Exercise requirements: Copy out every entry that follows, without a single picture.

Stored items from a collection:
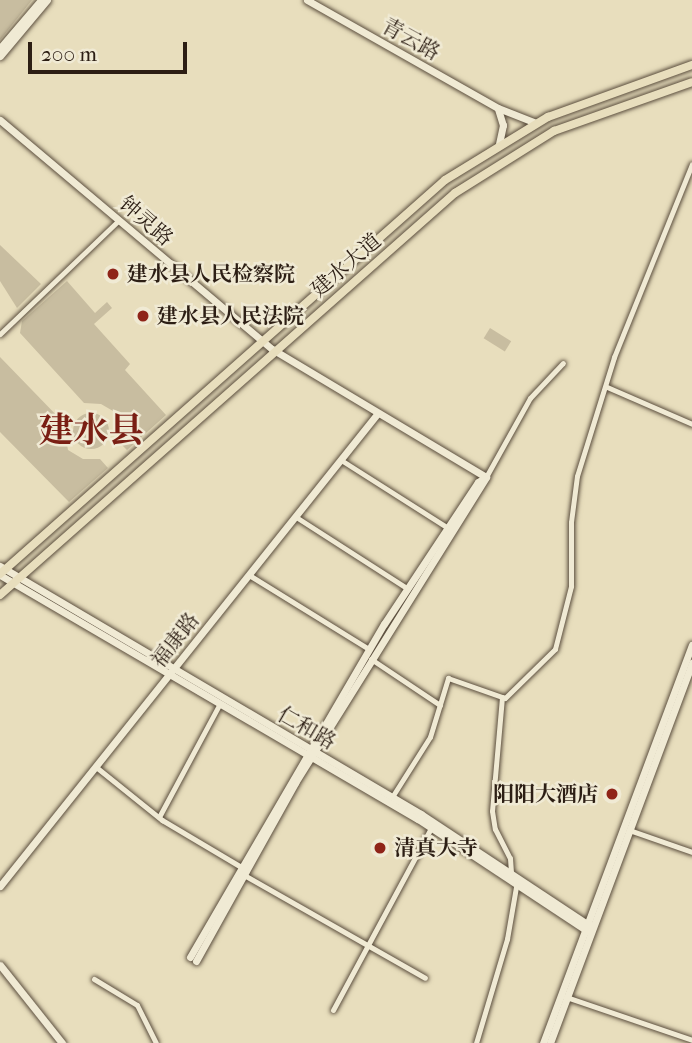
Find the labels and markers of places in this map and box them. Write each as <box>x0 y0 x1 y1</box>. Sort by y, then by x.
place label: 建水县人民检察院 <box>127 261 295 287</box>
marker: 建水县人民检察院 <box>105 266 121 282</box>
place label: 建水县人民法院 <box>157 303 304 329</box>
marker: 建水县人民法院 <box>135 308 151 324</box>
place label: 阳阳大酒店 <box>493 781 598 807</box>
marker: 阳阳大酒店 <box>604 786 620 802</box>
place label: 清真大寺 <box>394 835 478 861</box>
marker: 清真大寺 <box>372 840 388 856</box>

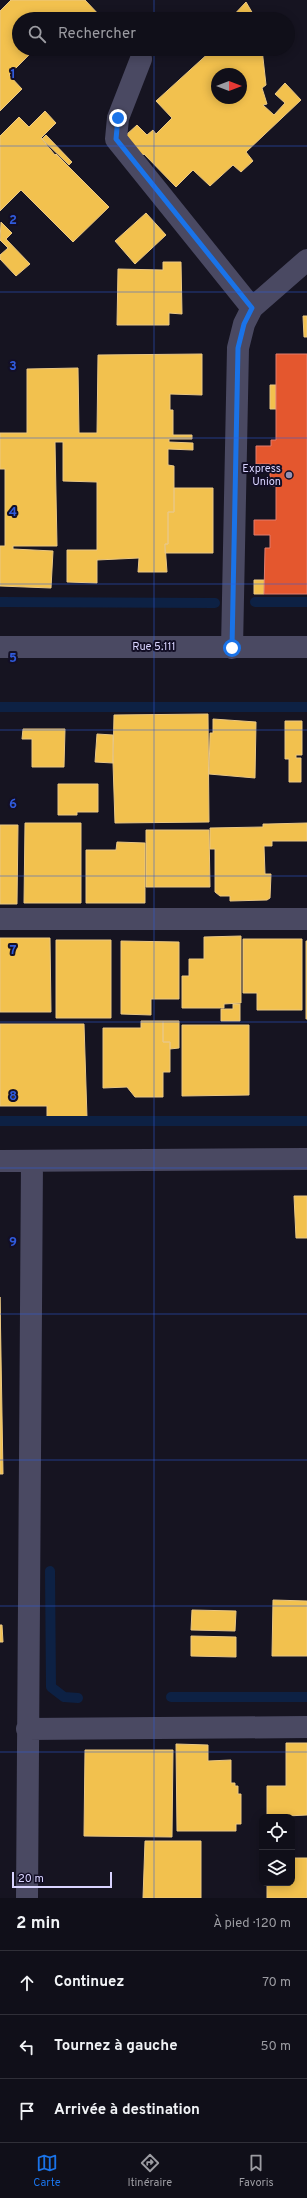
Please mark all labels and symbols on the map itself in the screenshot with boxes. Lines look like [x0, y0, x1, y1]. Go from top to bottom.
text: 1 [10, 67, 16, 83]
north arrow [211, 68, 247, 104]
route end [109, 109, 127, 127]
text: 2 [9, 213, 17, 229]
text: 3 [9, 359, 17, 375]
place label: Express Union [242, 462, 281, 489]
marker: Express Union [284, 470, 294, 480]
text: 4 [9, 505, 17, 521]
route start [223, 639, 241, 657]
street label: Rue 5.111 [132, 640, 176, 654]
text: 5 [9, 651, 17, 667]
text: 6 [9, 797, 17, 813]
text: 7 [10, 943, 17, 959]
text: 8 [9, 1089, 17, 1105]
text: 9 [9, 1235, 17, 1251]
scale bar [12, 1870, 112, 1889]

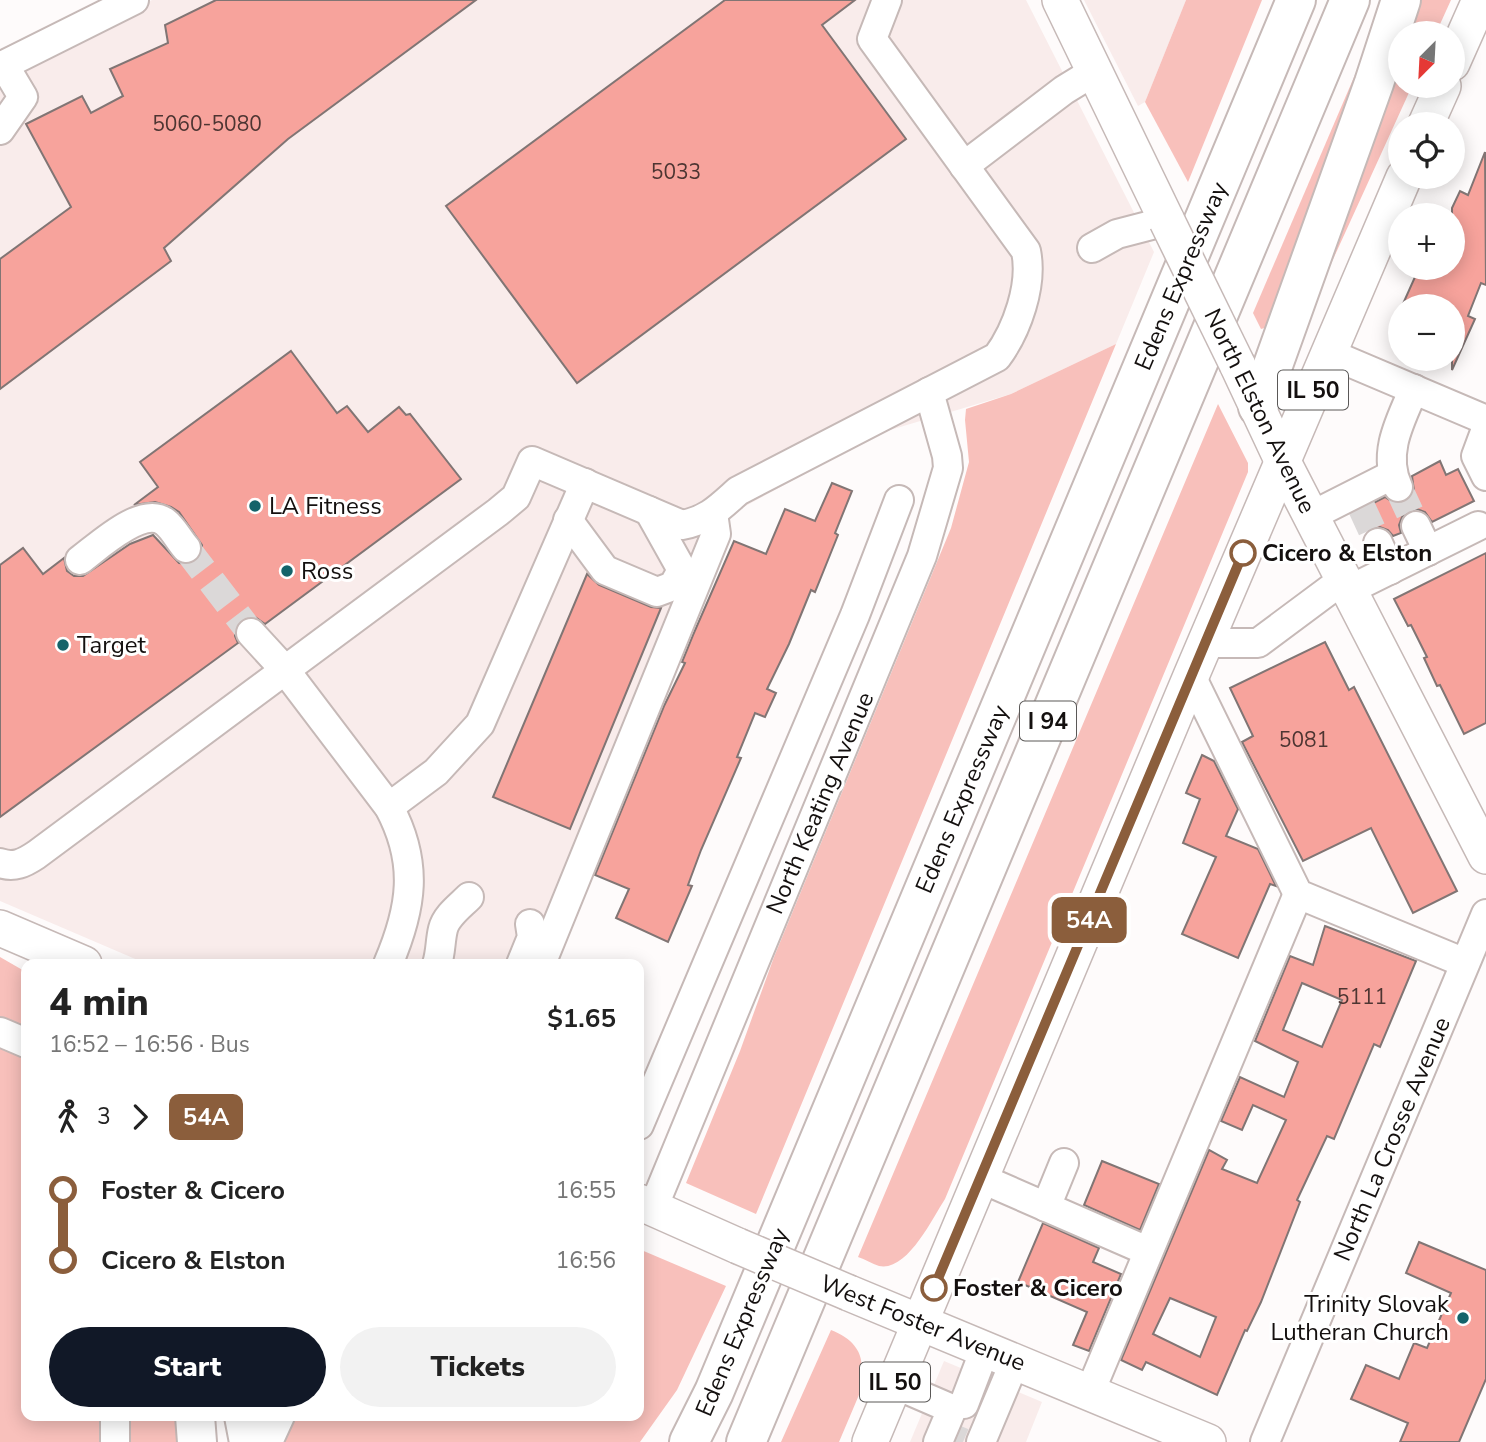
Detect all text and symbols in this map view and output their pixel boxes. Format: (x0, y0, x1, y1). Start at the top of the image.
north arrow (1388, 21, 1465, 98)
map controls (1388, 21, 1465, 371)
house number: 5060-5080 (152, 110, 262, 138)
button: locate (1388, 112, 1465, 189)
house number: 5033 (651, 158, 701, 186)
street label: Edens Expressway (1127, 176, 1235, 375)
button: + (1388, 203, 1465, 280)
button: − (1388, 294, 1465, 371)
street label: North Elston Avenue (1197, 303, 1323, 519)
road number: IL 50 (1278, 370, 1348, 410)
place label: LA Fitness (269, 490, 382, 522)
marker: LA Fitness (247, 498, 263, 514)
place label: Cicero & Elston (1262, 537, 1432, 569)
marker: Cicero & Elston (1230, 540, 1256, 566)
place label: Ross (301, 555, 353, 587)
marker: Ross (279, 563, 295, 579)
place label: Target (77, 629, 147, 661)
marker: Target (55, 637, 71, 653)
street label: North Keating Avenue (759, 687, 881, 919)
street label: Edens Expressway (908, 699, 1016, 898)
road number: I 94 (1020, 702, 1076, 740)
house number: 5081 (1279, 726, 1329, 754)
line badge: 54A (1049, 897, 1129, 943)
text: 54A (1066, 904, 1112, 936)
text: 4 min (49, 977, 149, 1028)
house number: 5111 (1337, 983, 1387, 1011)
text: $1.65 (547, 1001, 616, 1036)
street label: North La Crosse Avenue (1326, 1012, 1458, 1266)
text: 16:52 – 16:56 · Bus (49, 1029, 250, 1060)
icon: walk (49, 1098, 87, 1136)
icon: forward (121, 1098, 159, 1136)
text: 3 (97, 1101, 111, 1132)
text: 54A (183, 1101, 229, 1133)
text: Foster & Cicero (101, 1173, 285, 1208)
text: 16:55 (556, 1175, 616, 1206)
street label: Edens Expressway (688, 1222, 796, 1421)
text: Cicero & Elston (101, 1243, 286, 1278)
text: 16:56 (556, 1245, 616, 1276)
street label: West Foster Avenue (816, 1267, 1030, 1379)
place label: Foster & Cicero (953, 1272, 1123, 1304)
marker: Foster & Cicero (921, 1275, 947, 1301)
place label: Trinity Slovak Lutheran Church (1271, 1288, 1450, 1348)
marker: Trinity Slovak Lutheran Church (1455, 1310, 1471, 1326)
button: Start (49, 1327, 326, 1407)
button: Tickets (340, 1327, 616, 1407)
road number: IL 50 (860, 1362, 930, 1401)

Solution:
Find the labels and markers of places in this map and box them. Write each as <box>x0 y0 x1 y1</box>. Sort by y, then by x.
place label: 建水县人民检察院 <box>127 261 295 287</box>
marker: 建水县人民检察院 <box>105 266 121 282</box>
place label: 建水县人民法院 <box>157 303 304 329</box>
marker: 建水县人民法院 <box>135 308 151 324</box>
place label: 阳阳大酒店 <box>493 781 598 807</box>
marker: 阳阳大酒店 <box>604 786 620 802</box>
place label: 清真大寺 <box>394 835 478 861</box>
marker: 清真大寺 <box>372 840 388 856</box>

Please mark all labels and symbols on the map itself in the screenshot with boxes. Lines look like [x0, y0, x1, y1]. Go from top to bottom.
text: 1 [10, 67, 16, 83]
north arrow [211, 68, 247, 104]
route end [109, 109, 127, 127]
text: 2 [9, 213, 17, 229]
text: 3 [9, 359, 17, 375]
place label: Express Union [242, 462, 281, 489]
marker: Express Union [284, 470, 294, 480]
text: 4 [9, 505, 17, 521]
route start [223, 639, 241, 657]
street label: Rue 5.111 [132, 640, 176, 654]
text: 5 [9, 651, 17, 667]
text: 6 [9, 797, 17, 813]
text: 7 [10, 943, 17, 959]
text: 8 [9, 1089, 17, 1105]
text: 9 [9, 1235, 17, 1251]
scale bar [12, 1870, 112, 1889]

Detect all text and symbols in this map view and output their pixel boxes. Format: (x0, y0, x1, y1). Start at the top of the image.
north arrow (1388, 21, 1465, 98)
map controls (1388, 21, 1465, 371)
house number: 5060-5080 (152, 110, 262, 138)
button: locate (1388, 112, 1465, 189)
house number: 5033 (651, 158, 701, 186)
street label: Edens Expressway (1127, 176, 1235, 375)
button: + (1388, 203, 1465, 280)
button: − (1388, 294, 1465, 371)
street label: North Elston Avenue (1197, 303, 1323, 519)
road number: IL 50 (1278, 370, 1348, 410)
place label: LA Fitness (269, 490, 382, 522)
marker: LA Fitness (247, 498, 263, 514)
place label: Cicero & Elston (1262, 537, 1432, 569)
marker: Cicero & Elston (1230, 540, 1256, 566)
place label: Ross (301, 555, 353, 587)
marker: Ross (279, 563, 295, 579)
place label: Target (77, 629, 147, 661)
marker: Target (55, 637, 71, 653)
street label: North Keating Avenue (759, 687, 881, 919)
street label: Edens Expressway (908, 699, 1016, 898)
road number: I 94 (1020, 702, 1076, 740)
house number: 5081 (1279, 726, 1329, 754)
line badge: 54A (1049, 897, 1129, 943)
text: 54A (1066, 904, 1112, 936)
text: 4 min (49, 977, 149, 1028)
house number: 5111 (1337, 983, 1387, 1011)
text: $1.65 (547, 1001, 616, 1036)
street label: North La Crosse Avenue (1326, 1012, 1458, 1266)
text: 16:52 – 16:56 · Bus (49, 1029, 250, 1060)
icon: walk (49, 1098, 87, 1136)
icon: forward (121, 1098, 159, 1136)
text: 3 (97, 1101, 111, 1132)
text: 54A (183, 1101, 229, 1133)
text: Foster & Cicero (101, 1173, 285, 1208)
text: 16:55 (556, 1175, 616, 1206)
street label: Edens Expressway (688, 1222, 796, 1421)
text: Cicero & Elston (101, 1243, 286, 1278)
text: 16:56 (556, 1245, 616, 1276)
street label: West Foster Avenue (816, 1267, 1030, 1379)
place label: Foster & Cicero (953, 1272, 1123, 1304)
marker: Foster & Cicero (921, 1275, 947, 1301)
place label: Trinity Slovak Lutheran Church (1271, 1288, 1450, 1348)
marker: Trinity Slovak Lutheran Church (1455, 1310, 1471, 1326)
button: Start (49, 1327, 326, 1407)
button: Tickets (340, 1327, 616, 1407)
road number: IL 50 (860, 1362, 930, 1401)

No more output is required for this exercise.